2024-09-23 11:30:33 - context        - INFO     - If you publish your findings obtained using vantage6,
2024-09-23 11:30:33 - context        - INFO     - please cite the proper sources as mentioned in:
2024-09-23 11:30:33 - context        - INFO     - https://vantage6.ai/vantage6/references
2024-09-23 11:30:33 - context        - INFO     - ------------------------------------------------------------
2024-09-23 11:30:33 - context        - INFO     - Started application vantage6
2024-09-23 11:30:33 - context        - INFO     - Current working directory is '***'
2024-09-23 11:30:33 - context        - INFO     - Successfully loaded configuration from '***/vantage6/node/node1.yaml'
2024-09-23 11:30:33 - context        - INFO     - Logging to '***/vantage6/node/node1/node_user.log'
2024-09-23 11:30:33 - context        - INFO     - Common package version '4.7.1'
2024-09-23 11:30:33 - context        - INFO     - vantage6 version '4.7.1'
[info ] - Your new API key has been uploaded to the config file ***/vantage6/node/node1.yaml.

When you finish the process, the node configuration file will be updated with the new API key.

To make the new API key effective, you need to restart the node by running the command v6 node stop and then v6 node start.

Challenge 3: Update the API key of a node

  1. Update the API key of the node node1, WITHOUT using the v6 node set-api-key command.
  2. How do you verify that the new API key is effective?
  1. We can update the API key in the configuration file:
  • Run the v6 node files command to locate the configuration file.
  • Open the configuration file and write the new API key in the api_key field.
  • Stop the node with the v6 node stop command.
  • Restart the node with the v6 node start command.
  1. In order to verify the effectiveness of the API key change, we can restart the node with active logging:

BASH

v6 node start --attach

In the log, we have to look for the node authentication message:

BASH

2024-05-30 14:41:13 - common         - DEBUG    - Authenticating node...
2024-05-30 14:41:13 - common         - INFO     - Successfully authenticated

Run a task on the nodes


Now start all your nodes and go to the vantage6 UI to create a new task for your nodes.

Challenge 4: Run a task on the nodes

Start all your nodes node1 and node2 and go to the vantage6 UI to run a new task for your nodes using the Average algorithm for the age data.

  1. Run a centralized task on the nodes.
  2. Run a federated task on the nodes.

v6 server and v6 algorithm-store commands

In this lesson we have focussed on the CLI commands to manage the vantage6 node.
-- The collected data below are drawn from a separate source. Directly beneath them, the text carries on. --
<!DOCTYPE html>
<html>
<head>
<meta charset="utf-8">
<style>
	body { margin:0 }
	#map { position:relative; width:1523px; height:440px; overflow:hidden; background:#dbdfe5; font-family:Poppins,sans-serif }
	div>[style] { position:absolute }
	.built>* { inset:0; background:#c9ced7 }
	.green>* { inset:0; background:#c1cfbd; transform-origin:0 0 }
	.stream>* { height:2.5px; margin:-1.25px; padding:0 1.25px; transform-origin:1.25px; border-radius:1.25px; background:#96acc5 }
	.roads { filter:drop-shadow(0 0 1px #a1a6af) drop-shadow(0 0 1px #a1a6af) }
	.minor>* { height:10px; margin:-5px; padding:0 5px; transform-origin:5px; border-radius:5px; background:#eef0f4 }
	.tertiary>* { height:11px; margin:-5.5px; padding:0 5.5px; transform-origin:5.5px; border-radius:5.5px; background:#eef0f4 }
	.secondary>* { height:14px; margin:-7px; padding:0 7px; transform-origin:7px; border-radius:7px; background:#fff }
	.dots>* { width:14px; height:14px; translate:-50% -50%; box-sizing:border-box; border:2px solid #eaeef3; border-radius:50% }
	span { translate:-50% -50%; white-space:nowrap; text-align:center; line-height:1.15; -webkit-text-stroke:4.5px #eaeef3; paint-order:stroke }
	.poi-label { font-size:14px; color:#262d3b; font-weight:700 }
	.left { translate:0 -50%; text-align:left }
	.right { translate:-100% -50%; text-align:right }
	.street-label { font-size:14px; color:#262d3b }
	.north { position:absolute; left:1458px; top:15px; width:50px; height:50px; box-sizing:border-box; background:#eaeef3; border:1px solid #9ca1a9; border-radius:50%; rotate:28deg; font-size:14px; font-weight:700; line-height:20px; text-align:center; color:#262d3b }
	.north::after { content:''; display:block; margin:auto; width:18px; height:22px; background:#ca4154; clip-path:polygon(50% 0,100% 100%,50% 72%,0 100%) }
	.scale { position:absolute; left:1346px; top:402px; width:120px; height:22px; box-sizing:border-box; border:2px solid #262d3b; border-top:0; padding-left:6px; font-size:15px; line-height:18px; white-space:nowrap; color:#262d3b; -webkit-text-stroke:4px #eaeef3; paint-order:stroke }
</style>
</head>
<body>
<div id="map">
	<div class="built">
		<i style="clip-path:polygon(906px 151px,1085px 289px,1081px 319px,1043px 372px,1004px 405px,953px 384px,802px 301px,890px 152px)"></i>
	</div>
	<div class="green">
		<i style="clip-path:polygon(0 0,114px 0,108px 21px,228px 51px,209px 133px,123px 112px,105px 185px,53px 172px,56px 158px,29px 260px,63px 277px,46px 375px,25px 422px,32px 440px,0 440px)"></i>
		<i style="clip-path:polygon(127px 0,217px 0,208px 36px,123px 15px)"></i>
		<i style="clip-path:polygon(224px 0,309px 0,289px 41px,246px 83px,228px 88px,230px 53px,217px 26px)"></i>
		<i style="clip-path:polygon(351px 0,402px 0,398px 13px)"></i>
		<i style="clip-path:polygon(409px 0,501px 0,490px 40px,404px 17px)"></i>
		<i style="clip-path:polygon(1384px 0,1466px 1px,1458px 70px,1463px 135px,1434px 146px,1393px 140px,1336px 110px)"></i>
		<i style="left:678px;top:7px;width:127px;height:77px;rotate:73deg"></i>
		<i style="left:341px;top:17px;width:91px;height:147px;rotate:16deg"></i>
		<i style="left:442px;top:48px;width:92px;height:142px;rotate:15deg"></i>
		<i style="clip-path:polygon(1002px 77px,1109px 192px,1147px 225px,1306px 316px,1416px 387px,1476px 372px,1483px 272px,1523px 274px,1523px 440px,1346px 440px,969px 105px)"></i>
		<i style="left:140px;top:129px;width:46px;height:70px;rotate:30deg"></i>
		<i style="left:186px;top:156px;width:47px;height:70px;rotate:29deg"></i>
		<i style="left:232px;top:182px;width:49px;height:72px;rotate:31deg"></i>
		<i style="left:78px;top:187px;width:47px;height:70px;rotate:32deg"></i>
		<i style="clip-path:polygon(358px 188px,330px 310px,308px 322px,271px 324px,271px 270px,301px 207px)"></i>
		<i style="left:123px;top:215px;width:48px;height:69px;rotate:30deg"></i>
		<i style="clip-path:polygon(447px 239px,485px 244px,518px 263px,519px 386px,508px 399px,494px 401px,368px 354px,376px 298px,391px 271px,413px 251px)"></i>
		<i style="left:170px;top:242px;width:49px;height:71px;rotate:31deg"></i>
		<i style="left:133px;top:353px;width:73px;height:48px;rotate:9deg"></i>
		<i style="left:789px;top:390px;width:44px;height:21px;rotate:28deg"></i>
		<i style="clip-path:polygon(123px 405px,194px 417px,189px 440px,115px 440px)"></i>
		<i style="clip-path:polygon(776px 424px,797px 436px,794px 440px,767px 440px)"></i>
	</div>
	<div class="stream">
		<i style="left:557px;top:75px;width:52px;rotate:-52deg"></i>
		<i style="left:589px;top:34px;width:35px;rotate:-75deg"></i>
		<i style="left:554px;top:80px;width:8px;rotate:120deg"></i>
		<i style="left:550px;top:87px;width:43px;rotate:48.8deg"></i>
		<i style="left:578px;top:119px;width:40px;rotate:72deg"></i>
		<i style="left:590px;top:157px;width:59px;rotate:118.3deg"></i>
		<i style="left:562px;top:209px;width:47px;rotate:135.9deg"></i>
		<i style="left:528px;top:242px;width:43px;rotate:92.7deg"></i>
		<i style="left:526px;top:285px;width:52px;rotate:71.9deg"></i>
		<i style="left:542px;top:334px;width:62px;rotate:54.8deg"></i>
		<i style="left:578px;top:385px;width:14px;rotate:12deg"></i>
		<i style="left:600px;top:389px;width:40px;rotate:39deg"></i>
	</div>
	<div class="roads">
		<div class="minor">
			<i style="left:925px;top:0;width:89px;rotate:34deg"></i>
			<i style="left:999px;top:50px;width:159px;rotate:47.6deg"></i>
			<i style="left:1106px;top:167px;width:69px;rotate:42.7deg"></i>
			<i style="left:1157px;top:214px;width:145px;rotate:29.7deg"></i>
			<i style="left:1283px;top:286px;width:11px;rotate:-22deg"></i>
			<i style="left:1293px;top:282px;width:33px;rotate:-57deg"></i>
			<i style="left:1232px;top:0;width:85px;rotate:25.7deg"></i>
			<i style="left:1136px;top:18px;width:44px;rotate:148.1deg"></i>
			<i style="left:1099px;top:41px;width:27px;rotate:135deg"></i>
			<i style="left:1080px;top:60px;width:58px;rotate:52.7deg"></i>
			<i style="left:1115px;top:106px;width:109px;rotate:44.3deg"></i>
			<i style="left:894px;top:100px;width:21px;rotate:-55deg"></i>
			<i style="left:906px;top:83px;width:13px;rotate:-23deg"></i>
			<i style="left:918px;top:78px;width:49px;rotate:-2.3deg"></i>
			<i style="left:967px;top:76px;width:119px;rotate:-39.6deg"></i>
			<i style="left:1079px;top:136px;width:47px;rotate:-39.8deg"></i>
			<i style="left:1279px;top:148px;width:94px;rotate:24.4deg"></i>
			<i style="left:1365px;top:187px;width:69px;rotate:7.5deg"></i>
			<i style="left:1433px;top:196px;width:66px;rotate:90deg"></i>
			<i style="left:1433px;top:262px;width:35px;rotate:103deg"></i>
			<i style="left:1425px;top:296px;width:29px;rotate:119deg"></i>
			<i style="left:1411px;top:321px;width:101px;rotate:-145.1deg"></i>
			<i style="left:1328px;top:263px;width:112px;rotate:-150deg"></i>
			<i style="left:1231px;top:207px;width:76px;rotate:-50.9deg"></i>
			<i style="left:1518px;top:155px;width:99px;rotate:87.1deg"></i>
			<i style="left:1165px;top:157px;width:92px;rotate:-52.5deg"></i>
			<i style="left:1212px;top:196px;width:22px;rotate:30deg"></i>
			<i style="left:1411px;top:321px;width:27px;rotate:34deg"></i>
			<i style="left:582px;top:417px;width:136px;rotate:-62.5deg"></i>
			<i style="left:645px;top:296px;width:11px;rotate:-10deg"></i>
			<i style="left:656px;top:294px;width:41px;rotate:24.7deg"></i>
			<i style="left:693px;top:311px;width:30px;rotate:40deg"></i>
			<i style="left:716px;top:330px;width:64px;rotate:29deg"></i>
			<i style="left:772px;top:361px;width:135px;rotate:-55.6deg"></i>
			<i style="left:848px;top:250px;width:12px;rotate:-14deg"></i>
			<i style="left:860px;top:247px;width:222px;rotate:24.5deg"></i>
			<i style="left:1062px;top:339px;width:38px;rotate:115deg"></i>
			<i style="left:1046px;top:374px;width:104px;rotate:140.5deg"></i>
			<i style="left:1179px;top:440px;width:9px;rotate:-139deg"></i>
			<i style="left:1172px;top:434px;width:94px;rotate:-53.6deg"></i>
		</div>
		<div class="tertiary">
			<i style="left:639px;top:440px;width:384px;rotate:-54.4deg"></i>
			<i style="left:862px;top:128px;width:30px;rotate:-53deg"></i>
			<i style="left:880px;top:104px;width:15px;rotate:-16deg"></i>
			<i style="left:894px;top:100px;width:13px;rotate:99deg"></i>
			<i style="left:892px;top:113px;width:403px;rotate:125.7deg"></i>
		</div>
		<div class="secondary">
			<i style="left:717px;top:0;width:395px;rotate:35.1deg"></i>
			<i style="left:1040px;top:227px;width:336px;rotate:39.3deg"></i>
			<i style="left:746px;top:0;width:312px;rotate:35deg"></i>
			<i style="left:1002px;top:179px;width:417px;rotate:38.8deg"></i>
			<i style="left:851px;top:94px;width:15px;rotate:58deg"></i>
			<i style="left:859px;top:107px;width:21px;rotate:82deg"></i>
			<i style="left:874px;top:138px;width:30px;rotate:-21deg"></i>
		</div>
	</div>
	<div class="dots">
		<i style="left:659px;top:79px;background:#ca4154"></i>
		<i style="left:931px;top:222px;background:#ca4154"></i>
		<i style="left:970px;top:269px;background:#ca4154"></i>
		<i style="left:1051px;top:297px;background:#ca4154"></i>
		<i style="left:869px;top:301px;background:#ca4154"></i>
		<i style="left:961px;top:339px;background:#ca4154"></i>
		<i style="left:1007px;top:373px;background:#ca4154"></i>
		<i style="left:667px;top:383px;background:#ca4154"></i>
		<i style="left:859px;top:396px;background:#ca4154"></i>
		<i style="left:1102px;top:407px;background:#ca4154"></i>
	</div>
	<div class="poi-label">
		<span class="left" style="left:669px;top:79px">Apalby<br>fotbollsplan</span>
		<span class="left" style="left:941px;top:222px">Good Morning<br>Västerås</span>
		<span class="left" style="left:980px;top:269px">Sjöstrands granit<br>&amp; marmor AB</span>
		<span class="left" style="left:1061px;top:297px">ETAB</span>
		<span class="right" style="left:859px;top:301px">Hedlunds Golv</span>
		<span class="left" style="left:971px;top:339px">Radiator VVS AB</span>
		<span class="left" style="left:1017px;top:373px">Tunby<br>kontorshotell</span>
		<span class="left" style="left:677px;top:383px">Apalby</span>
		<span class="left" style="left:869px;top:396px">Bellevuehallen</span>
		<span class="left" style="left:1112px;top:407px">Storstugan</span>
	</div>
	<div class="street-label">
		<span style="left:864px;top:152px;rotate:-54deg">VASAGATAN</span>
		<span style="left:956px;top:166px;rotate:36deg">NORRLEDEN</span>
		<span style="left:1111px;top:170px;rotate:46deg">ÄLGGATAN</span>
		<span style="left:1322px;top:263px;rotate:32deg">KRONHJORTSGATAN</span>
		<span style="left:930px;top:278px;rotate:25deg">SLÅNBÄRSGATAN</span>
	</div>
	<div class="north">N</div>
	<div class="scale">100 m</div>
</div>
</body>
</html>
Note that the commands to manage the server (v6 server) and the algorithm store (v6 algorithm-store) are similar to the ones presented for the node. However, they are less commonly used for production scenarios where administrators often prefer to deploy via nginx or docker compose. We will not cover those commands in this course.

Key Points

  • Install the vantage6 CLI package by running pip install vantage6.
  • Use the v6 --help command to see the available commands of the vantage6 CLI.
  • Use the v6 node command to manage the vantage6 node instances.
  • Use the v6 node new command to create a new node configuration.
  • Use the v6 node start command to start a node.
  • Use the v6 node attach --name xxx command to show the logs of the node xxx.
  • Use the v6 node stop command to stop a node.
  • Use the v6 node set-api-key command to set a new API key of a node.
  • Use the v6 node files command to check the location of the node configuration file.
  • The commands similar to the ones presented for the node are also available for v6 server and v6 algorithm-store.